Our final possible candidate is none other than Jeb, (are there any more left) Bush. Whose campaign slogan could really be a catchy one. “Another Bush in the White House is like two former Presidents in the Bush.” Kinda like a twist on the ol bird in the hand thing.
Then there’s always the sexual innuendos having the name “Bush” that the other two Bushes didn’t take advantage of. If ya catch my drift here. Jeb could cut a deal with Playboy Magazine and REALLY promote the “Bush” name. (sorry, couldn’t resist that one)
Oh…..sorry, I forgot three last possible candidates. Wisconsin Governor Scott Walker. Only because I’m trying to forget him.
And……..Rick Flostby….um….oops…..sorry….hard to remember that guys name….Mitt Romney.
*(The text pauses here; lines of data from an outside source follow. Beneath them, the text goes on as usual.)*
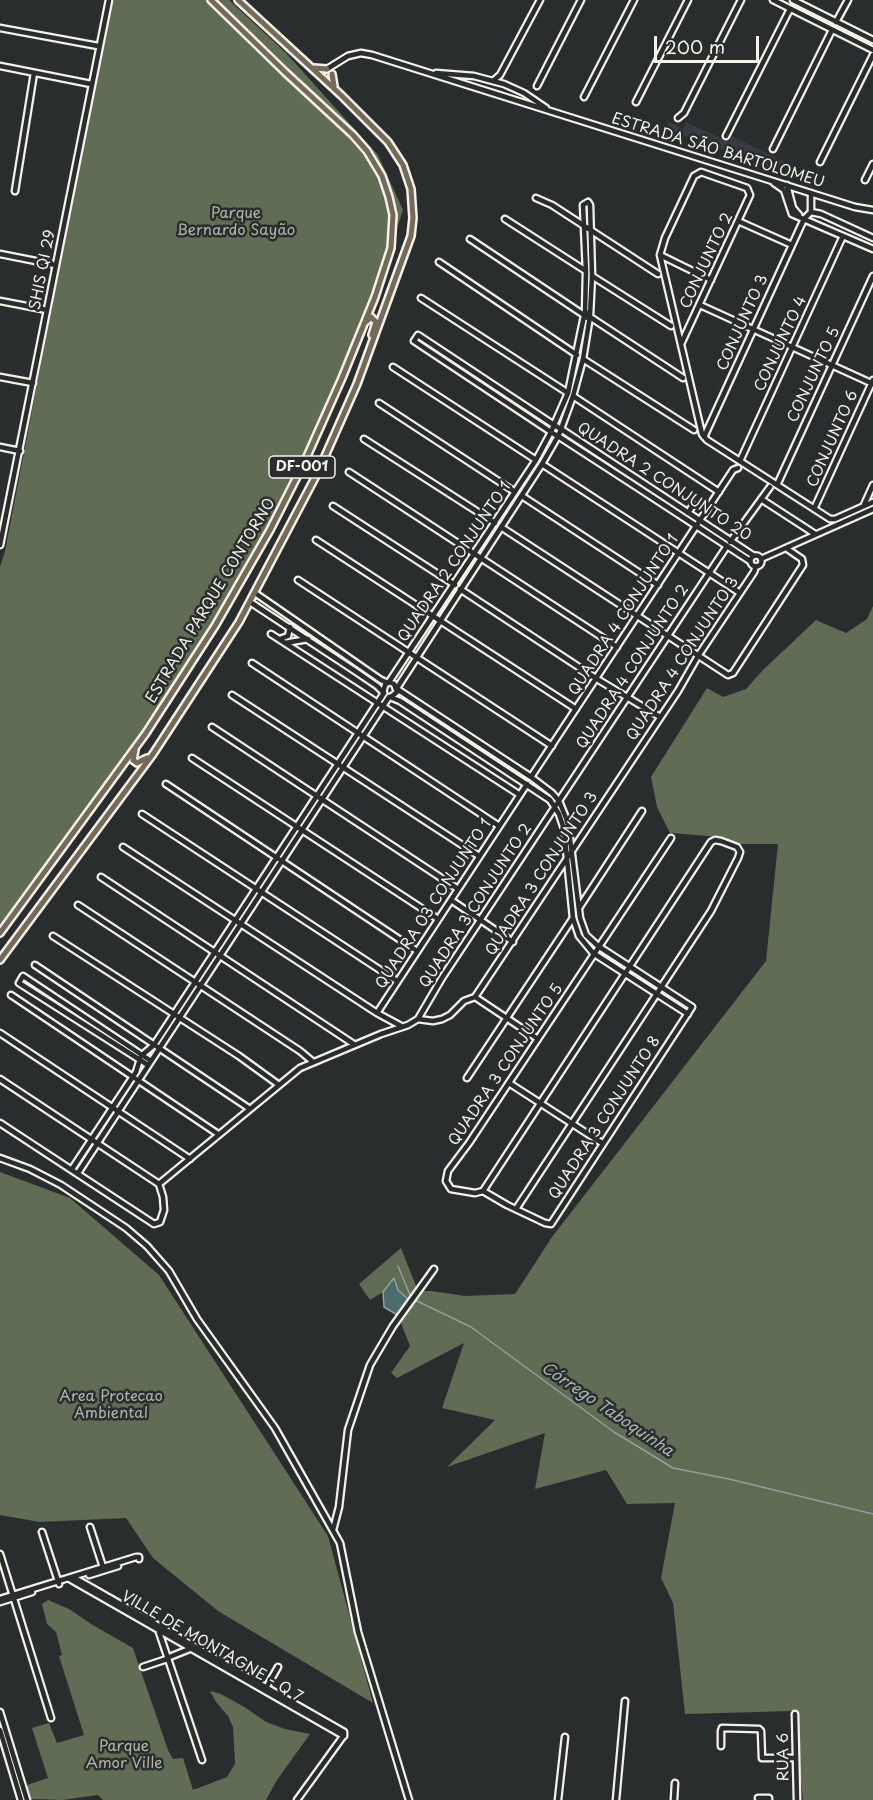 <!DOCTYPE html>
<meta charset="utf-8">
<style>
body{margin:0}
#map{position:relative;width:873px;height:1800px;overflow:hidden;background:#2a2d2e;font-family:"Playpen Sans",sans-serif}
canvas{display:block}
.scale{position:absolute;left:654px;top:36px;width:105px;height:27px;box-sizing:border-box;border:3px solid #f4f1e8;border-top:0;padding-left:8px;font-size:18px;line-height:21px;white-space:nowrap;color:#f4f1e8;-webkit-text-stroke:4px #2a2d2e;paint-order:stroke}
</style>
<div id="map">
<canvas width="873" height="1800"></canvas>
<div class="scale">200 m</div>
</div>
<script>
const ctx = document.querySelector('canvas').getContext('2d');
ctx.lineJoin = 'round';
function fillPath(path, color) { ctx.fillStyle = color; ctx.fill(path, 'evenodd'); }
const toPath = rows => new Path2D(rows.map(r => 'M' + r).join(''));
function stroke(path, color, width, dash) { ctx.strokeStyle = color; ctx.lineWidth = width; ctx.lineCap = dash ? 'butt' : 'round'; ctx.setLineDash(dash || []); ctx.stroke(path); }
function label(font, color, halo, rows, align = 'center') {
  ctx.font = font + ' "Playpen Sans",sans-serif'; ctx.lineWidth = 5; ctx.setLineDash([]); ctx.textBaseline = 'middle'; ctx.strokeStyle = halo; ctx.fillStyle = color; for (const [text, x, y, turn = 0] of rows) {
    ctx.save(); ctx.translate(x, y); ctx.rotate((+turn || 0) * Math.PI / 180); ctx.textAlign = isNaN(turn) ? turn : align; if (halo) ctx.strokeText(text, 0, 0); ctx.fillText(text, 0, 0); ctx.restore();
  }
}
fillPath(toPath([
 [669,122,683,129,686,122,729,142,732,136,785,162,781,171,665,129]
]), '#383b41');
fillPath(toPath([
 [114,0,229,0,286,53,378,155,403,210,391,245,367,303,316,437,236,593,158,715,0,929,0,567,5,551,108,15],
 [873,606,873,1800,803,1800,794,1711,685,1714,673,1603,661,1578,675,1503,627,1504,606,1470,535,1489,545,1433,447,1467,495,1420,442,1408,464,1343,397,1378,391,1373,410,1346,401,1323,416,1294,410,1301,398,1290,394,1279,383,1292,370,1300,359,1284,401,1248,418,1291,431,1291,465,1296,515,1294,552,1237,766,961,778,844,740,844,709,836,670,833,657,807,651,777,707,688,723,697,746,689,763,670,816,620,846,633,867,619],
 [0,1172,70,1198,159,1275,328,1536,373,1703,218,1611,153,1558,126,1518,40,1522,0,1515],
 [48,1600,69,1609,91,1624,133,1648,168,1750,173,1759,183,1758,193,1790,227,1777,235,1764,233,1727,228,1716,216,1702,210,1691,221,1694,246,1708,266,1722,285,1729,310,1734,277,1780,266,1800,103,1800,98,1795,62,1800,31,1799,27,1785,48,1778,32,1728,49,1723,57,1743,84,1735,59,1656,62,1655,56,1632,47,1624,42,1604]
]), '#606c53');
const water = toPath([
 [394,1278,398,1290,410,1301,399,1316,384,1307,383,1292,394,1278]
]);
fillPath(water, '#4d6c6e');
stroke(water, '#90a19f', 1.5);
stroke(toPath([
 [398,1266,410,1295],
 [417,1301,471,1327,614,1432,673,1468,729,1479,873,1514]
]), '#90a19f', 1.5);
const minor = toPath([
 [773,0,873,50],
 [793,0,873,40],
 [836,22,848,0],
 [0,28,98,46],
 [0,66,91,84],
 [327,69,348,56,361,53,372,55,855,207,873,210],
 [436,73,474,76,504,84,524,93,546,108],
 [493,81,500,75,540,0],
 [537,86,581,0],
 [584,97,634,0],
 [636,102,688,0],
 [678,118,684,113,741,0],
 [726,136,790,9],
 [773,149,832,30],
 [820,162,873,55],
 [865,180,873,164],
 [774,183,784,190,792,214,873,249],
 [787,185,793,208,799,215],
 [15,191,34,73],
 [536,198,552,205,658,274],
 [811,212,821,214,873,238],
 [505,219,586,271],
 [738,221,792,245],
 [470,239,584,315],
 [0,254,56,265],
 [660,255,711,280],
 [439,262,577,355],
 [592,276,671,326],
 [421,298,568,393],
 [0,301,47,310],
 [700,305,873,384],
 [585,314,586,271,583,205,588,202,590,205,592,276,590,315],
 [590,317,683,378],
 [589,318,585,317,586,313,589,313,590,316,583,359,573,396,561,429,754,556],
 [681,344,750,195,747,188,701,172,694,176,665,238,660,255,702,434,707,440,830,519,835,519,873,502],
 [583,359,694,430],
 [393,367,536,460],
 [0,377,33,383],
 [573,396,719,492],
 [379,403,515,492],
 [704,437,804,219,811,212,811,193],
 [364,439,495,523],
 [0,447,20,451],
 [740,461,843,236],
 [542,464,740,593],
 [349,472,617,647],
 [777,485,873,276],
 [522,496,658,585],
 [761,499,815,534],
 [864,505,873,485],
 [333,506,455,585],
 [814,509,873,380],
 [688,513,693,505],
 [501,527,728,675,733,673,803,565,802,559,786,548],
 [316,540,576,709],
 [730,542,770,487],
 [0,545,109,0],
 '750.5 561a5.5 5.5 0 1 1 11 0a5.5 5.5 0 1 1-11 0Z',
 [761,559,873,509],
 [298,580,552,746],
 [460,589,597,679,660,717],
 [255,593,381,680,388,683],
 [250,602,355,671,377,686,384,693],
 [271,634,520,795],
 [280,639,288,636,290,627],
 [285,643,308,639],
 [252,663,499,826],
 [389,682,536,460,551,432,414,341,418,335,554,425,568,393,584,316],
 [397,688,542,464,558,436,560,432,561,429,554,425,551,432,554,434,558,436,632,484,750,561],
 [397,689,531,777,552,793,559,801,568,823,580,918,586,935,598,946,692,1007,551,1224,545,1223,507,1205,483,1191],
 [383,693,385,685,389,682,394,684,397,692,391,697],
 [232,695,479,856],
 [390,697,400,701,550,800,559,814,564,829,573,918,579,936,593,953,688,1014],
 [212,727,458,889],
 [192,758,438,919],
 [531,777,733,470,738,468],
 [166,784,417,951],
 [142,814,397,981],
 [123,847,377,1013,401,1026],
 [101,877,355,1045],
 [451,900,513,942],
 [78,905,300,1051,312,1061],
 [579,908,642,811],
 [53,936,239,1056,279,1085],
 [35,965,250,1109],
 [11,995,218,1134],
 [475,997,678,691,698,656,754,572,756,566],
 [377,1013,527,784],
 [418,1019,433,1021,442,1019,450,1015,464,1001,475,997,538,1039],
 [0,1033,190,1159],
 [148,1065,19,983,23,976,151,1061],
 [467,1078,573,918],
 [0,1079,159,1184],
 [509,1083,602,1143],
 [0,1123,154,1224,160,1222,164,1210,163,1197,159,1184],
 [0,1158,30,1169,61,1185,126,1228,147,1246,169,1271,197,1319,275,1428,340,1543,358,1632,409,1800],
 [72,1169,136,1072,141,1056,154,1045,384,693],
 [78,1173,389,697],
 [159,1184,300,1068,381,1034,408,1025,418,1019,442,978,727,546],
 [516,1209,711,911,738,858,740,852,737,847,721,841,715,840,711,842,483,1191,475,1193,451,1189,446,1181,448,1171,469,1143,671,838],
 [90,1527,103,1567],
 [333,1530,339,1507,348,1430,370,1365,393,1326,434,1269],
 [42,1532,59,1584],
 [0,1554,51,1718],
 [89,1575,118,1566],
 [73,1577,344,1732,344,1735,297,1800],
 [68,1578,344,1736],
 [0,1599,136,1557,139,1557,139,1559],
 [0,1602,32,1592],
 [159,1632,202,1760],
 [167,1658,192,1648],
 [143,1667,167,1659],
 [266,1688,278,1667],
 [0,1712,27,1800],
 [795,1714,797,1800],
 [0,1730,21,1800],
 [721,1746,721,1731,722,1728,759,1729,761,1731,762,1758,796,1758],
 [758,1798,769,1798,769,1800],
 [558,1800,565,1737],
 [616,1800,625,1701],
 [674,1800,675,1783]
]);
const major = toPath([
 [314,68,327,69],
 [332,74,334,86],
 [367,321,371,317,376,322,372,335],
 [135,750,133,760,137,763,147,758],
 [0,933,146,733,215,626,270,530,305,461,342,378,375,297,391,248,393,215,389,197,382,176,367,151,353,135,285,72,211,0],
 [0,960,153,754,239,622,318,472,357,384,411,236,413,218,411,189,403,165,388,142,341,95,238,0]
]);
stroke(minor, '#f4f1e8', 9);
stroke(major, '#f4f1e8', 10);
stroke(minor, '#2a2d2e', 4.5);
stroke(major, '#746a5a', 5);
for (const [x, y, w] of [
 [302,467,66]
]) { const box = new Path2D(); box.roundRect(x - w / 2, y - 11, w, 22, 4.5); ctx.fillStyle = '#2a2d2e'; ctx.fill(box); stroke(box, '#f4f1e8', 1.5); }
label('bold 14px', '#f4f1e8', null, [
 ["DF-001",302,467]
]);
label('15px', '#f4f1e8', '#2a2d2e', [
 ["ESTRADA SÃO BARTOLOMEU",718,151,17],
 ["CONJUNTO 2",707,261,-65],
 ["SHIS QI 29",43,270,-79],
 ["CONJUNTO 3",743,323,-66],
 ["CONJUNTO 4",781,344,-65],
 ["CONJUNTO 5",814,375,-65],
 ["CONJUNTO 6",833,439,-66],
 ["QUADRA 2 CONJUNTO 20",664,482,33],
 ["QUADRA 2 CONJUNTO 1",455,562,-56],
 ["ESTRADA PARQUE CONTORNO",211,601,-59],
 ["QUADRA 4 CONJUNTO 1",624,615,-57],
 ["QUADRA 4 CONJUNTO 3",683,659,-57],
 ["QUADRA 4 CONJUNTO 2",633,667,-57],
 ["QUADRA 3 CONJUNTO 3",542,874,-57],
 ["QUADRA 03 CONJUNTO 1",434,904,-57],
 ["QUADRA 3 CONJUNTO 2",476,906,-57],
 ["QUADRA 3 CONJUNTO 5",506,1065,-56],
 ["QUADRA 3 CONJUNTO 8",605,1118,-57],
 ["VILLE DE MONTAGNE - Q 7",212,1647,30],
 ["RUA 6",784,1757,-91]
]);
label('15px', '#b1b5a5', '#2a2d2e', [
 ["Parque",236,214],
 ["Bernardo Sayão",236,231],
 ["Area Protecao",111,1397],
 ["Ambiental",111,1414],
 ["Parque",124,1747],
 ["Amor Ville",124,1764]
]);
label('italic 16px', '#a9b5b1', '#2a2d2e', [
 ["Córrego Taboquinha",607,1410,34]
]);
</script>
Mitt…..Mitt…..before you decide to jump in call Linda McMahon or Tom Foley in Connecticut. Unless you wanna join that exclusive two loser club.
Ok…so now you see why I’m already having nightmares. I see all these campaign ads comin’ down the pike. And it’s not even close to election time.
OMFG how worse can this get? What could possibly push me over the edge and send me back into campaign ad therapy? Worse……give me even more horrible nightmares……………
“Hello…..Doctor Frosklinker. This is Misfit….um….I think I’m ready for you to up my tranquilizers to 1,000 milligrams and yeah, I’ll be rescheduling my visits to every other day thru 2016.